* _Exercise directions_
Report each line of the entries that includes "Green" by copying it.

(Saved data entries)
---

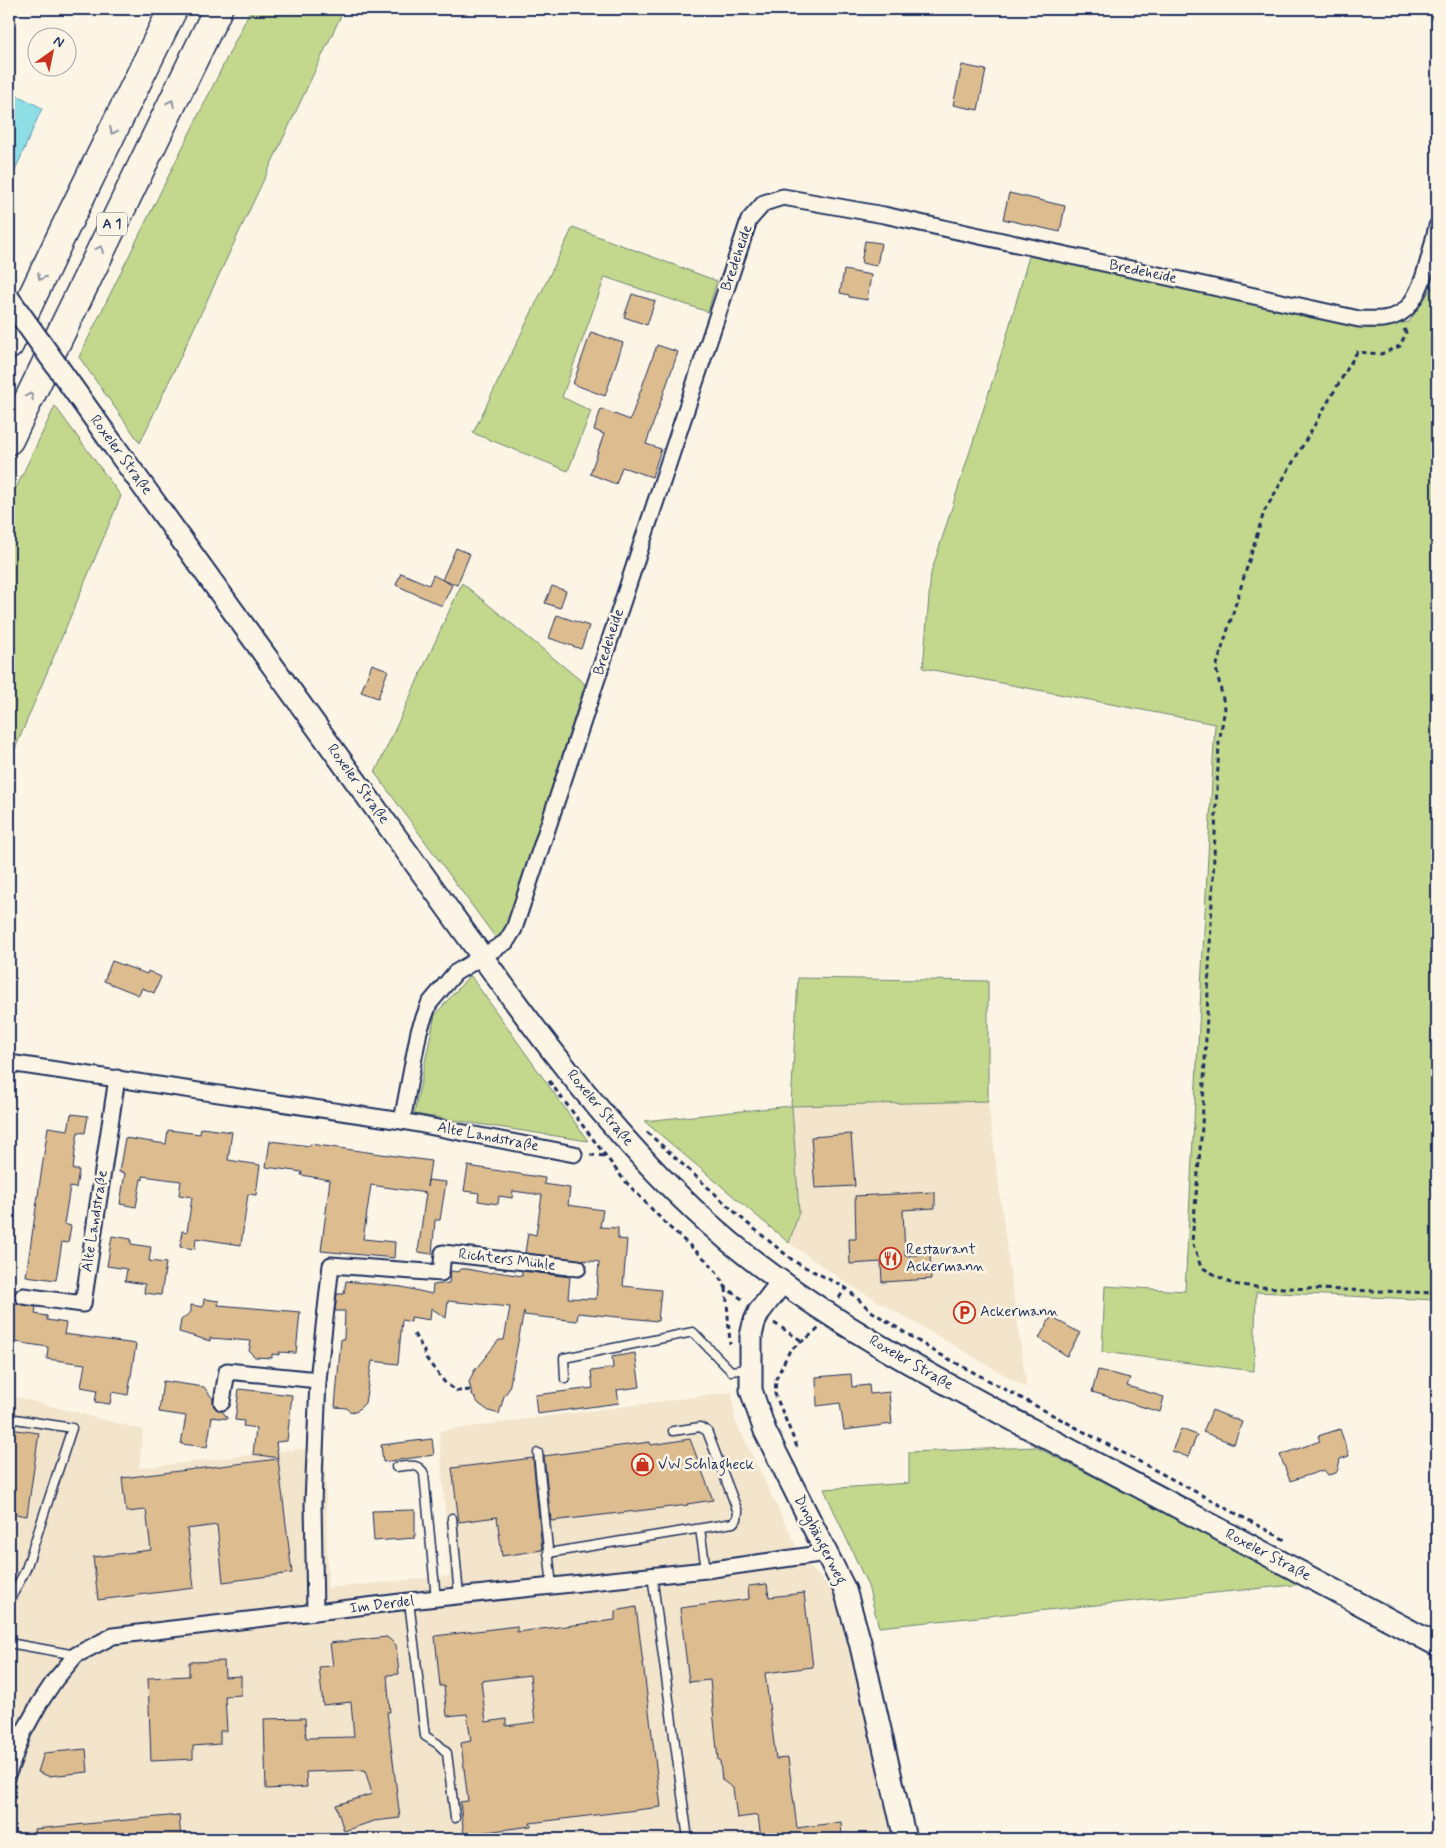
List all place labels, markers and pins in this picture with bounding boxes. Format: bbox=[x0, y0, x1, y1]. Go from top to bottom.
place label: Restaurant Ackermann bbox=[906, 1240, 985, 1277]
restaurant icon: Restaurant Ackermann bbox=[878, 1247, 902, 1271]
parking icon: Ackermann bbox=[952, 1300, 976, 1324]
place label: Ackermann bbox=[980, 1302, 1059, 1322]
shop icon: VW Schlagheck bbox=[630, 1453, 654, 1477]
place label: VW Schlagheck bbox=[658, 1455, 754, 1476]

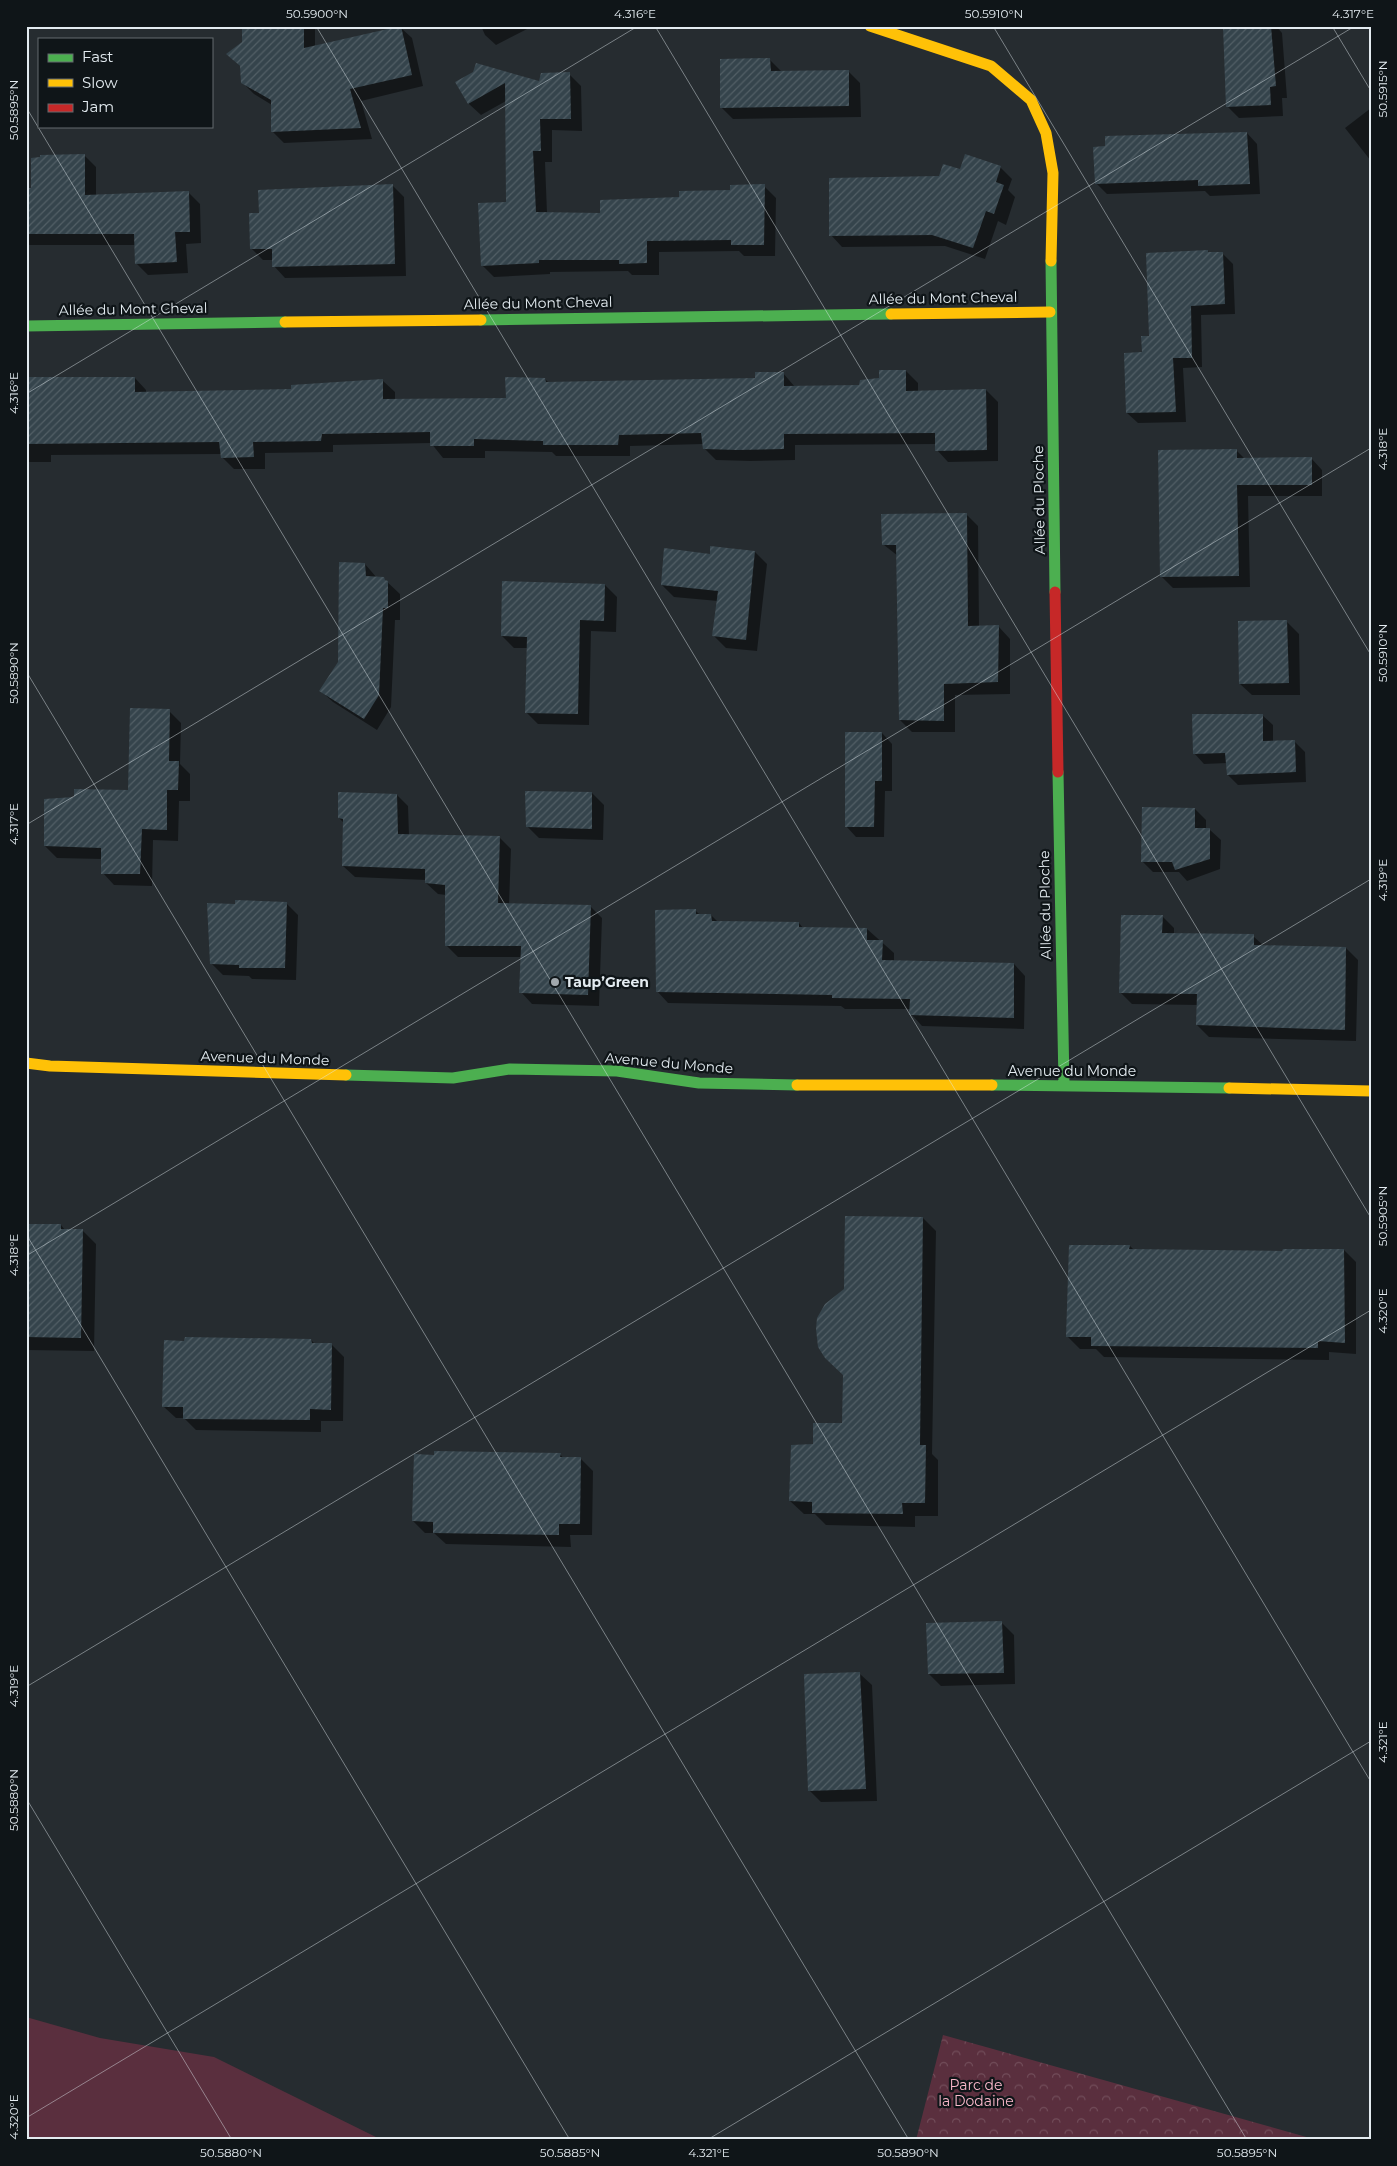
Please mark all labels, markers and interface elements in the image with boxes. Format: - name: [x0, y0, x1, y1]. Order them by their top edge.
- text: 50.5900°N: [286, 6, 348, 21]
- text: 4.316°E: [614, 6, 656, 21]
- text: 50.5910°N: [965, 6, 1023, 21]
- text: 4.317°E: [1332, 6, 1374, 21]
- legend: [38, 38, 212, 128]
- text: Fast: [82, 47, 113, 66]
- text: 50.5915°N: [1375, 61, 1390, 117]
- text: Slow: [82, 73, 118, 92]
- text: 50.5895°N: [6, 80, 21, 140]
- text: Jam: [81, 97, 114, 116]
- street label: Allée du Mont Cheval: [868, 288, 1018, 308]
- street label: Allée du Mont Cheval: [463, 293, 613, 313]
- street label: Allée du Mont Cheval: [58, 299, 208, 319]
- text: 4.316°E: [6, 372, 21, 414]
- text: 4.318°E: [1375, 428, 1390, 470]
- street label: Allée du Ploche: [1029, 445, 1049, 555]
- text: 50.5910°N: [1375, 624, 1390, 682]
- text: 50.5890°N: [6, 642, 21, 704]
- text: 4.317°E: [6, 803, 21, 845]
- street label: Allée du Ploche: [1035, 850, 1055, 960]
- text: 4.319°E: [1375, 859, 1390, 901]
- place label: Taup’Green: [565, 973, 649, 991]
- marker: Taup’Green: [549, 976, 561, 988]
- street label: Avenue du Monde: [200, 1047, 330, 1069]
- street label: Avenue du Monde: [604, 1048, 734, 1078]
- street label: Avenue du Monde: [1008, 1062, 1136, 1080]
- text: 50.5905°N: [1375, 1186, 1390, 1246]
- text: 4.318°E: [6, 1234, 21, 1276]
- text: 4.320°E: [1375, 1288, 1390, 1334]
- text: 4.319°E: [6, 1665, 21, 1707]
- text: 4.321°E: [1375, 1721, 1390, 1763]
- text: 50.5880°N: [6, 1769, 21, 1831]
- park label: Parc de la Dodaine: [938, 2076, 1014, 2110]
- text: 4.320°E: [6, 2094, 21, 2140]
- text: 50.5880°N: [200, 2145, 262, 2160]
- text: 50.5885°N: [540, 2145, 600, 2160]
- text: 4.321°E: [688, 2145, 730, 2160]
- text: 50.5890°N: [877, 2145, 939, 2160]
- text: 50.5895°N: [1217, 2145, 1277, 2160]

---

* _Your response_
- place label: Taup’Green: [565, 973, 649, 991]
- marker: Taup’Green: [549, 976, 561, 988]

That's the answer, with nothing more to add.